Program Synthesis is $Σ_3^0$-Complete
Jinwoo Kim
TL;DR
The paper asks how hard it is to decide whether a program-synthesis problem has a solution and answers that program synthesis over a Turing-complete IMP language is $Σ^0_3$-complete. It achieves this via a fully constructive encoding that converts the second-order synthesis definition into a first-order formula in Peano arithmetic, enabling a reduction from the $Σ^0_3$-complete COF problem. The authors introduce a complete-binary form to fix syntax and develop a value-tree based, bottom-up semantic encoding that handles both loop-free and looping IMP, culminating in a precise classification of synthesis and its variants. The work provides a foundational, structure-preserving framework for analyzing synthesis hardness and variants, with implications for theoretical understanding and future algorithmic directions.
Abstract
This paper considers program synthesis in the context of computational hardness, asking the question: How hard is it to determine whether a given synthesis problem has a solution or not?
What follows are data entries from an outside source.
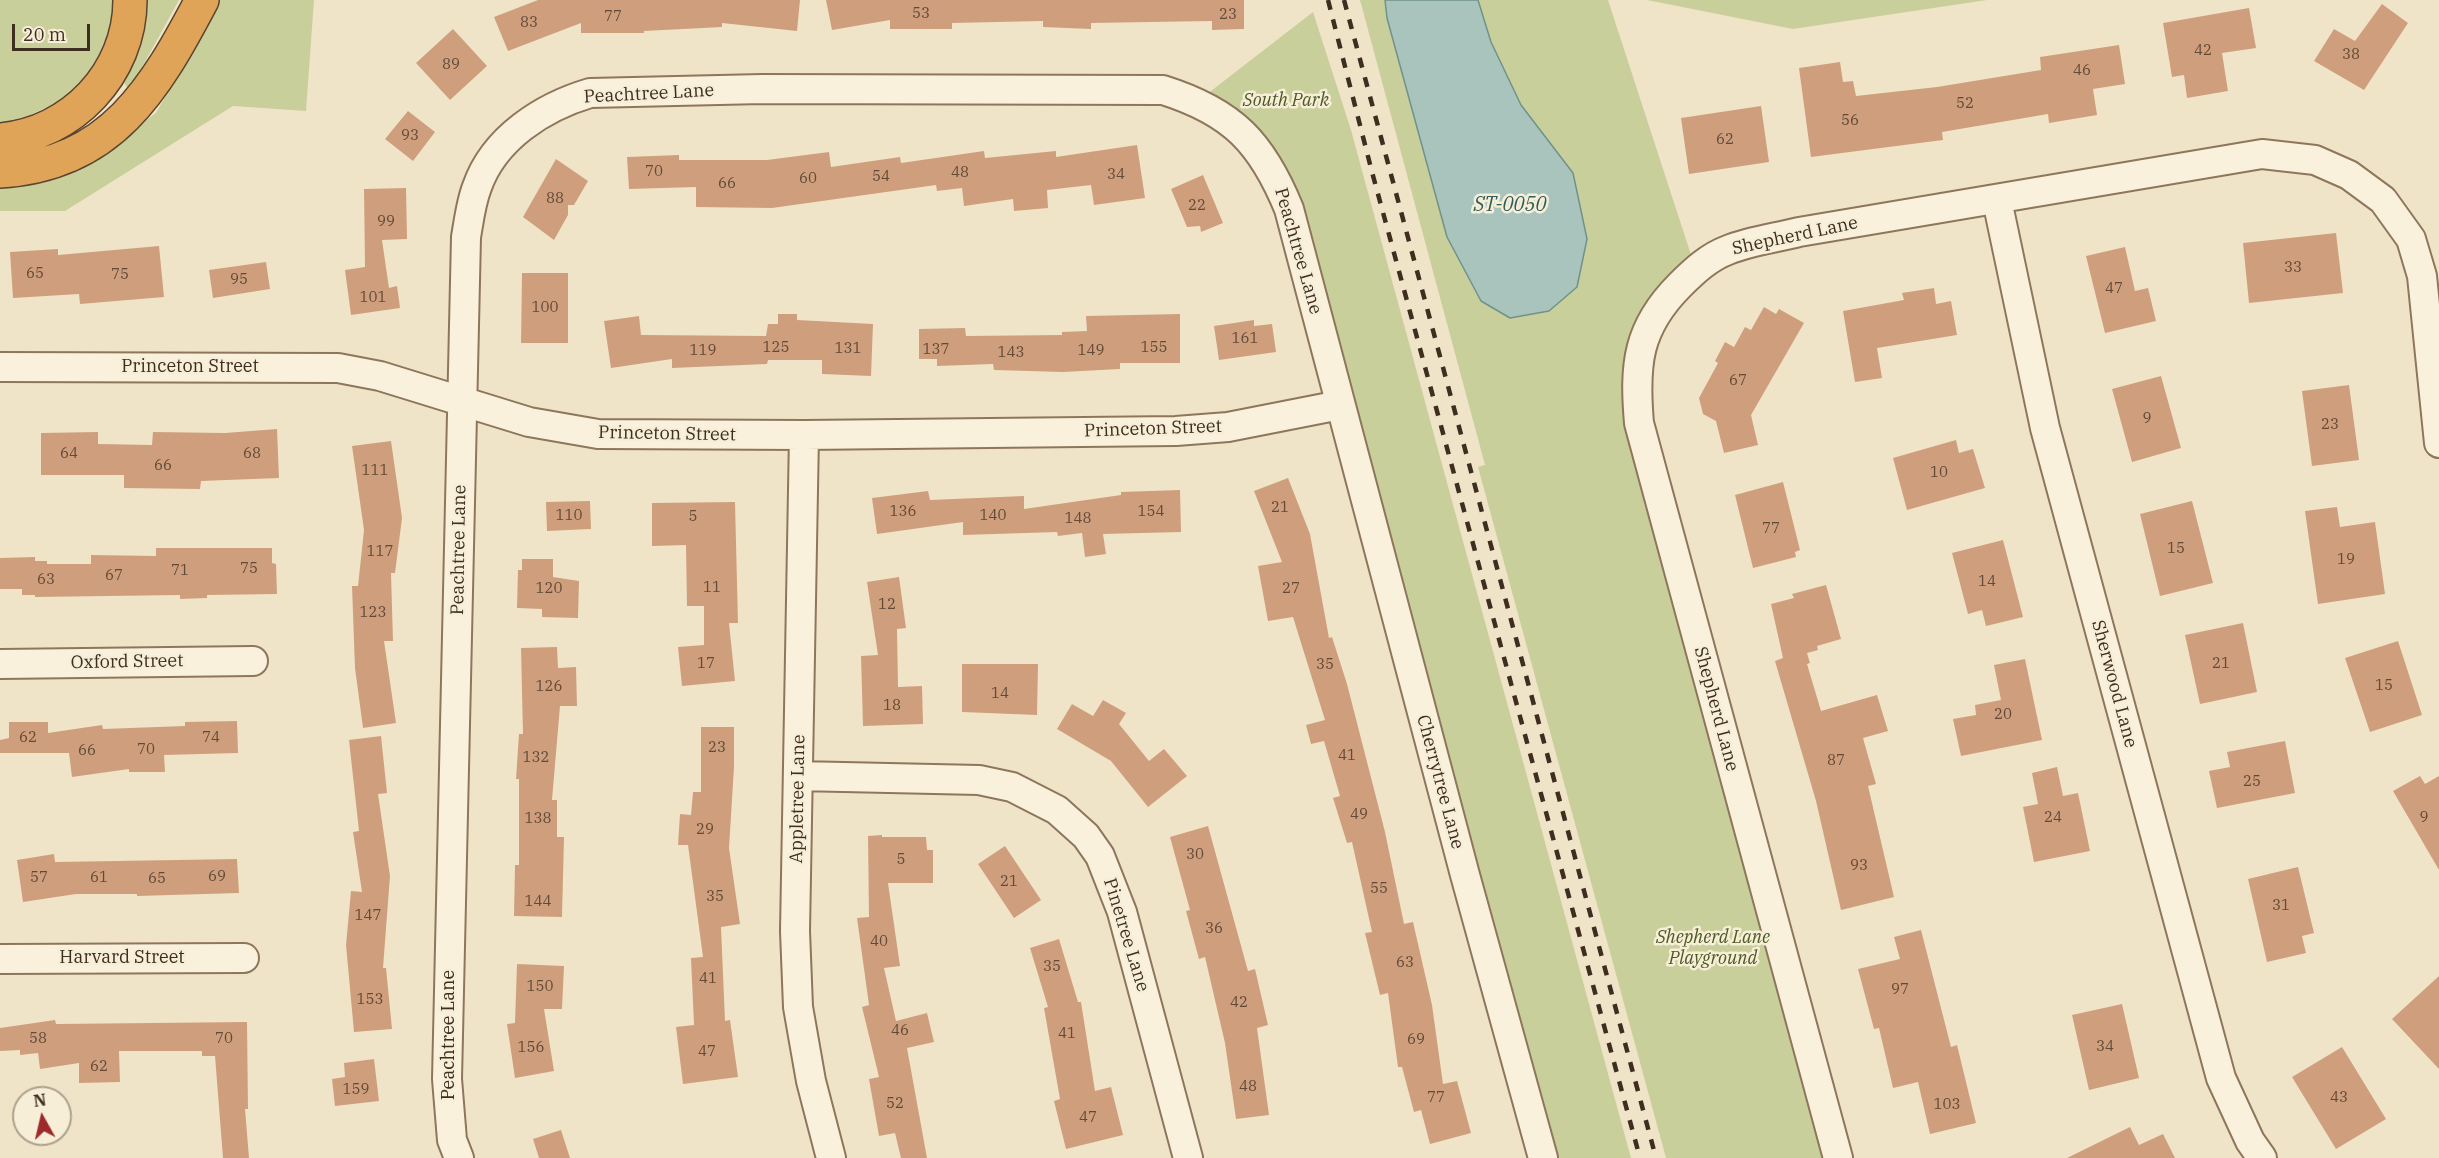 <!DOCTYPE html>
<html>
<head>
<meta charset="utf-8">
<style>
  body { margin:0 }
  #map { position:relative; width:2439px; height:1158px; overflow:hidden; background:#f0e4c8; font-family:"IBM Plex Serif",serif }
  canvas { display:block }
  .north { position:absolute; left:12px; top:1086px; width:60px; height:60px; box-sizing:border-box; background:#f7eed8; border:2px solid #ada18e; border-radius:50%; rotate:352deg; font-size:16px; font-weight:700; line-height:24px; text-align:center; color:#3d2e20 }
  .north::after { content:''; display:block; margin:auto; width:21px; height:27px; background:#9e2a2b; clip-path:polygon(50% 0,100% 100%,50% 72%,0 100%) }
  .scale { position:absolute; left:12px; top:24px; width:78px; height:27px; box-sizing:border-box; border:3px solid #3d2e20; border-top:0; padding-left:8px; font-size:18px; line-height:21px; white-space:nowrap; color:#3d2e20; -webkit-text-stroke:4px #f7eed8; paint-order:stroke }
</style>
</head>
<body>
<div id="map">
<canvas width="2439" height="1158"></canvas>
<div class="north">N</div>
<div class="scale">20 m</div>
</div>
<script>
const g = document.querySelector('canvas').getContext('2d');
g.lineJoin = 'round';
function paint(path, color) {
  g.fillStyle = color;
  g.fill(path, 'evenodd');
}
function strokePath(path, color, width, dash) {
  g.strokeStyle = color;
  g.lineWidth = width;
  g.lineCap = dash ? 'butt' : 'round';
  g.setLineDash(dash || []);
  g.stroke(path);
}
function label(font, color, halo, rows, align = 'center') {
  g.font = font + ' "IBM Plex Serif",serif';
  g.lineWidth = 5;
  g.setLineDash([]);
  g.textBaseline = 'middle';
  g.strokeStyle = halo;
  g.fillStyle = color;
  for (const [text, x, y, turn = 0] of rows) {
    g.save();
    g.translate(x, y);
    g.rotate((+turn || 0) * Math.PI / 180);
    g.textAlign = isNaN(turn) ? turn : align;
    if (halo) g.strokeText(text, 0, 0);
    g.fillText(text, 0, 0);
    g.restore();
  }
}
paint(new Path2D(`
  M0,0H115V3L102,59L61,101L12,123H0Z
  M144,0H179L129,91L121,77Z
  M220,0H314L306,111L233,106L65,211H0V180L95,158L156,113Z
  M1360,0H1608L1694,264L1632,378L1837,1158H1666L1478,467L1485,465Z
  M1647,0H1987L1793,29Z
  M1313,12L1351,130L1631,1158H1543L1289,209L1198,101Z`), '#c9cf9b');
const water = new Path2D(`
  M1385,0H1478L1491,42L1521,105L1573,173L1587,239L1577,287L1549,311L1510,318L1481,301L1447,237L1387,18Z`);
paint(water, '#a9c4bc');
strokePath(water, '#6f938a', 1.5);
paint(new Path2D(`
  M538,0H800L797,31L722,23V27L644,31V33H581V23L508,51L494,17Z
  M826,0H1244V29L1212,30V21L1091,23V29L1043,27V21L952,23V29H890V20L832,30Z
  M2382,4L2408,23L2364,90L2314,61L2334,29L2355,41Z
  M2249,8L2256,48L2222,53L2228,91L2187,98L2184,75L2172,77L2163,23Z
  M453,29L487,66L450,100L416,63Z
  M2119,45L2125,84L2093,89L2097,115L2049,123L2048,114L1942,132L1943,140L1811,157L1799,68L1840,62L1843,82L1853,81L1856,96L1937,87L2041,70L2040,57Z
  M1761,106L1769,162L1689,174L1681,118Z
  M408,111L435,132L413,161L385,139Z
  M1137,145L1145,198L1094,205L1091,185L1047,190L1048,208L1014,211L1013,199L964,206L962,188L937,191L936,185L772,208L696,207V187L629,189L627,157L679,155V160H767L829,152L831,167L900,157L901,163L984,151L985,158L1056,151V157Z
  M556,159L588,181L574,205H568V215L554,240L523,217Z
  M1203,175L1223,223L1201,232L1200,226L1187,227L1171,189Z
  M406,188L407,239L382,240L389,288L397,286L400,308L351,315L345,270L365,267L364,189Z
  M2336,233L2343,293L2249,303L2243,243Z
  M159,246L164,297L80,304L79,294L13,298L10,252L58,249V255Z
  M2125,247L2135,291L2148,288L2156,321L2105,333L2086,256Z
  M266,262L270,289L213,298L209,270Z
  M522,273H568V343H521Z
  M1934,288L1936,304L1951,301L1957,335L1877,348L1882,378L1855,382L1843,311L1904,300L1902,293Z
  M1764,307L1776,314L1779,309L1804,323L1751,415L1758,445L1724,453L1716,421L1703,414L1699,398L1718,363L1715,361L1725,342L1734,347L1745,327L1751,330Z
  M778,314H797V320L873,324L871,376L822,374V360H768L767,364L672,368V359L611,368L604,321L639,316L641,335L766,336L768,324H778Z
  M1180,314V363H1120V369L1063,372L994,370L993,364L937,366V359H919V329L965,328L966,336L1062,335V332L1087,331L1086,316Z
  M1254,320V326L1272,324L1276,352L1219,360L1214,326Z
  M2161,376L2181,448L2132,462L2112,389Z
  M2349,385L2359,460L2312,466L2302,391Z
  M277,429L279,478L201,481L200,489L124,488V475H41V433L98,432V444L152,445L153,432L225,433Z
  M1956,440L1959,453L1973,449L1985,488L1907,510L1893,458Z
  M391,441L402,518L395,573H391L393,641H384L396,723L363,728L355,668L352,586H358L364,530L352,446Z
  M1288,478L1310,534L1329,638L1332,637L1347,684L1385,832L1404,924L1413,922L1432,1005L1443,1084L1457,1081L1471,1133L1430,1144L1421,1110L1414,1112L1402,1067H1398L1388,993L1380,995L1365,933L1372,932L1352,842L1347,843L1333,798L1340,796L1324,741L1311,744L1306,725L1325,720L1293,617L1268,621L1258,566L1282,562L1254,491Z
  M1783,482L1800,550L1795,552L1796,557L1753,568L1735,495Z
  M1180,490L1181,532L1103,534L1106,554L1085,557L1082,533L1058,536L1057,532L963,535V522L877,534L872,498L928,491L930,500L1024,496V509L1121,495V492Z
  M590,501L591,529L547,531L546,502Z
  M2192,501L2213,583L2160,596L2140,514Z
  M735,502L738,623H729L735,681L682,686L678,647L704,645V606H687L686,545L652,546V503Z
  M2337,507L2340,527L2375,522L2385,594L2318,604L2305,511Z
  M2003,540L2023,617L1986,626L1982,610L1968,614L1952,553Z
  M156,548H272V563L276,564L277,594L207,595V598L180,599V595L35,597V595H22V589H0V558L35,557V561H47V564H91V555L156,556Z
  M522,559H553V577L579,581L578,618L542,617V609L517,608L518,570H522Z
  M899,577L906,628L897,629L898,687L922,686L923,724L863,726L861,656L878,655L867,582Z
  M1826,585L1841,639L1817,646L1818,650L1807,653L1810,663L1807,664L1821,711L1877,695L1888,731L1863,738L1876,784L1868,786L1894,897L1841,910L1816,801L1775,661L1783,658L1771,604L1794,598L1792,594Z
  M2243,623L2257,692L2200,704L2185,635Z
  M2398,641L2422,715L2370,732L2345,658Z
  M557,647L558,668L576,667L577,706H560L552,800H557V837H564L562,917L514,916L515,865H519V779H516L519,734H523L521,648Z
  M2025,659L2042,740L1961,756L1953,719L1976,715L1975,705L2001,700L1994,665Z
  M962,664H1038L1037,715L962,712Z
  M1103,700L1126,713L1119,724L1149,761L1164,749L1187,776L1148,807L1111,761L1057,729L1072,704L1093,716Z
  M237,721L238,753L164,755L165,772H129V769L72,777L69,753H0V740L9,738V722H48V733L102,725L103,729L185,726V722Z
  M701,727H734V767L729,848L740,924L721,927L725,1021L730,1020L738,1077L683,1084L676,1027L694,1025L691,958L703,957L688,845H678L680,814L691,815L693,792H701Z
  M381,736L387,793L378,794L390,876L383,968H386L392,1029L354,1032L346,945L351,891L362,892L353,832L359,831L349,740Z
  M2285,741L2295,793L2217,808L2209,771L2230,767L2227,752Z
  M2057,767L2063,796L2078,793L2090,851L2034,862L2023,807L2038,804L2032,773Z
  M2420,776L2425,784L2439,776V870L2393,791Z
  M1208,826L1248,971L1255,969L1268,1025L1257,1028L1269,1115L1236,1119L1225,1043L1205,957L1199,959L1186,911L1190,910L1170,837Z
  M882,835V837H926L927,850H933V883H888L900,966L884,968L896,1021L927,1013L934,1042L907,1048L927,1158H901L895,1133L879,1136L869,1079L879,1077L862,1007L869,1005L857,918L869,917L868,836Z
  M1005,846L1041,900L1014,918L978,864Z
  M54,854L55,862L237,859L239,893L137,896V894H76L23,902L17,860Z
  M2298,867L2314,933L2302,936L2306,953L2267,962L2248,879Z
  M1921,930L1951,1047L1957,1045L1976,1123L1930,1134L1918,1082L1893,1088L1879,1028L1874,1029L1858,969L1900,959L1894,937Z
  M1059,939L1078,1002H1081L1095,1091L1111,1087L1123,1135L1066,1149L1054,1101L1060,1099L1044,1008L1048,1007L1030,948Z
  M517,964L564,966L562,1009H544L554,1071L515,1078L507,1024L515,1023Z
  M2439,976V1069L2392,1019Z
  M2122,1004L2139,1078L2089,1090L2072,1015Z
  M55,1020L56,1024L247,1022L248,1109H245L249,1158H223L215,1056H202V1051H119L120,1082L79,1083V1063L40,1069L38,1053L20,1055V1050L0,1051V1028Z
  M2342,1047L2386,1119L2336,1149L2292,1077Z
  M374,1059L379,1101L335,1106L332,1079L345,1077L344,1063Z
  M2130,1127L2139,1145L2163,1134L2175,1158H2067Z
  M561,1130L570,1158H539L533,1139Z`), '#cf9f7d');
const minor = new Path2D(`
  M1997,200L2045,428L2221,1078L2250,1141L2262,1158
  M0,367L338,368L380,376L529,422L598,434L804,435L1176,431L1228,427L1340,405
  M804,435L795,931L798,1007L811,1081L831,1158
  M0,664L253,661
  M798,776L979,780L1012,787L1057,810L1086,836L1100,856L1122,912L1188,1158
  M0,959L244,958
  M459,1158L452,1140L447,1079L466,237C469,220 471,202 477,187C494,138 543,107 590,93L762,89L1163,90C1233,112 1262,143 1289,209L1465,875L1543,1158
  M1838,1158L1639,423C1634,365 1637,328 1680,285C1694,271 1709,257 1728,250C1750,241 1776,238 1799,232L2262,154L2315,160L2349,175L2383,200L2411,239L2422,276L2439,443`);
const highway = new Path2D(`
  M0,140C72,134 130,73 130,0
  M0,171C111,165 155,89 202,0`);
strokePath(minor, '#8d765c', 32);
strokePath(highway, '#5b4430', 36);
strokePath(minor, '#faf1dc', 28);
strokePath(highway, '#e0a458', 33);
strokePath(new Path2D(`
  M1328,0L1372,172L1640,1158
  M1344,0L1656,1158`), '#3d2e20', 4.5, [10, 10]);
label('15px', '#624a37', null, [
  ["53",921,14],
  ["23",1228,15],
  ["77",613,17],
  ["83",529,23],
  ["42",2203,51],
  ["38",2351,55],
  ["89",451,65],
  ["46",2082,71],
  ["52",1965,104],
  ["56",1850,121],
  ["93",410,136],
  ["62",1725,140],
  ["70",654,172],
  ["48",960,173],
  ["34",1116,175],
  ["54",881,177],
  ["60",808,179],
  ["66",727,184],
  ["88",555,199],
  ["22",1197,206],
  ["99",386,222],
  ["33",2293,268],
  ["65",35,274],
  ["75",120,275],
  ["95",239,280],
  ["47",2114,289],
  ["101",373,298],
  ["100",545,308],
  ["161",1245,339],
  ["125",776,348],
  ["155",1154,348],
  ["131",848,349],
  ["137",936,350],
  ["119",703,351],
  ["149",1091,351],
  ["143",1011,353],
  ["67",1738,381],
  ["9",2147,419],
  ["23",2330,425],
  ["64",69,454],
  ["68",252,454],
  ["66",163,466],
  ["111",375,471],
  ["10",1939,473],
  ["21",1280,508],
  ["136",903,512],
  ["154",1151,512],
  ["110",569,516],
  ["140",993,516],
  ["5",693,517],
  ["148",1078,519],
  ["77",1771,529],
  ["15",2176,549],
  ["117",380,552],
  ["19",2346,560],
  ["75",249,569],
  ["71",180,571],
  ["67",114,576],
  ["63",46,580],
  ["14",1987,582],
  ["11",712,588],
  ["120",549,589],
  ["27",1291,589],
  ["12",887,605],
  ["123",373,613],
  ["17",706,664],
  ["21",2221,664],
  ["35",1325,665],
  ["15",2384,686],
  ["126",549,687],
  ["14",1000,694],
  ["18",892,706],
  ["20",2003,715],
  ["62",28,738],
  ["74",211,738],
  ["23",717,748],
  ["70",146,750],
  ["66",87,751],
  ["41",1347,756],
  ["132",536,758],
  ["87",1836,761],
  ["25",2252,782],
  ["49",1359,815],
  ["24",2053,818],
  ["9",2424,818],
  ["138",538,819],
  ["29",705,830],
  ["30",1195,855],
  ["5",901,860],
  ["93",1859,866],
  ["69",217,877],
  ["57",39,878],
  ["61",99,878],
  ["65",157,879],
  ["21",1009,882],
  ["55",1379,889],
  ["35",715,897],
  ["144",538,902],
  ["31",2281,906],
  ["147",368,916],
  ["36",1214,929],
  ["40",879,942],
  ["63",1405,963],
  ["35",1052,967],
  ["41",708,979],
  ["150",540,987],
  ["97",1900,990],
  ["153",370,1000],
  ["42",1239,1003],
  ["46",900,1031],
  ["41",1067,1034],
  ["58",38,1039],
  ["70",224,1039],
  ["69",1416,1040],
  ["34",2105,1047],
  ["156",531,1048],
  ["47",707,1052],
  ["62",99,1067],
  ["48",1248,1087],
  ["159",356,1090],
  ["77",1436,1098],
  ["43",2339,1098],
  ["52",895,1104],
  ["103",1947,1105],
  ["47",1088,1118]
]);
label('18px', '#3d2e20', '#f7eed8', [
  ["Peachtree Lane",649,94,-3],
  ["Shepherd Lane",1795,236,-12],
  ["Peachtree Lane",1298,251,74],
  ["Princeton Street",190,367],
  ["Princeton Street",1153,429,-2],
  ["Princeton Street",667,434,1],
  ["Peachtree Lane",459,550,-89],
  ["Oxford Street",127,662,-1],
  ["Sherwood Lane",2114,684,75],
  ["Shepherd Lane",1716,709,75],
  ["Cherrytree Lane",1440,782,75],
  ["Appletree Lane",798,799,-89],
  ["Pinetree Lane",1126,935,73],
  ["Harvard Street",122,958],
  ["Peachtree Lane",449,1035,-90]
]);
label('italic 18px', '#4d5a26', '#f7eed8', [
  ["South Park",1286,101],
  ["Shepherd Lane",1713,938],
  ["Playground",1713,959]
]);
label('italic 20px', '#2f5d5a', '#f7eed8', [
  ["ST-0050",1510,205]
]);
</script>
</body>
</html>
To answer this question, this paper studies program synthesis for a basic imperative, Turing-complete language IMP, for which this paper proves that program synthesis is $Σ_3^0$-\emph{complete} in the arithmetical hierarchy. The proof of this fact relies on a fully constructive encoding of program synthesis (which is typically formulated as a second-order query) as a first-order formula in the standard model of arithmetic (i.e., Peano arithmetic). Constructing such a formula then allows us to reduce the decision problem for COF (the set of functions which diverge only on a finite set of inputs), which is well-known to be a $Σ_3^0$-complete problem, into the constructed first-order representation of synthesis. In addition to this main result, we also consider the hardness of variants of synthesis problems, such as those introduced in previous work to make program synthesis more tractable (e.g., synthesis over finite examples). To the best of our knowledge, this paper is the first to give a first-order characterization of program synthesis in general, and precisely define the computability of synthesis problems and their variants.